- [Stored data entries]
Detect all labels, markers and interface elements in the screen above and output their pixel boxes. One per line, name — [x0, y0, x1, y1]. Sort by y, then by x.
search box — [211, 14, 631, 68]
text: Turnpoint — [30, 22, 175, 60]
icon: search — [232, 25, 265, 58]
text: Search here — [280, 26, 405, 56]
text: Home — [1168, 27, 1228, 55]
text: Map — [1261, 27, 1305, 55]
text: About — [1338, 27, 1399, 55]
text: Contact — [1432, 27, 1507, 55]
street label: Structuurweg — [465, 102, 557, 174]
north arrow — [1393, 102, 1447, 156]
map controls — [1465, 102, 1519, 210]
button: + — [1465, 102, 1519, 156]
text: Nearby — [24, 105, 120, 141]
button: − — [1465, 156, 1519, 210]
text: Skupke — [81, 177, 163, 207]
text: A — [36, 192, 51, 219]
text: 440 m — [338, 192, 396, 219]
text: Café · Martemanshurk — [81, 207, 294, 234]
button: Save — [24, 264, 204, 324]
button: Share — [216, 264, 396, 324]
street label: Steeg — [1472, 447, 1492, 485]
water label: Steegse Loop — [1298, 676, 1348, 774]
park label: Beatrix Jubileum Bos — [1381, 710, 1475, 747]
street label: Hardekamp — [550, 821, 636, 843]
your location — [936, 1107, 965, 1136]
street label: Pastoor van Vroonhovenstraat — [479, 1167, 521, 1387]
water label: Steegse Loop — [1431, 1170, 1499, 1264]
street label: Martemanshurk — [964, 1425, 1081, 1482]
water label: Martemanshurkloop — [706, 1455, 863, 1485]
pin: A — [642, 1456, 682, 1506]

- [Work to be completed] All lines above that contain "button" are required in the answer.

- [Your response]
button: + — [1465, 102, 1519, 156]
button: − — [1465, 156, 1519, 210]
button: Save — [24, 264, 204, 324]
button: Share — [216, 264, 396, 324]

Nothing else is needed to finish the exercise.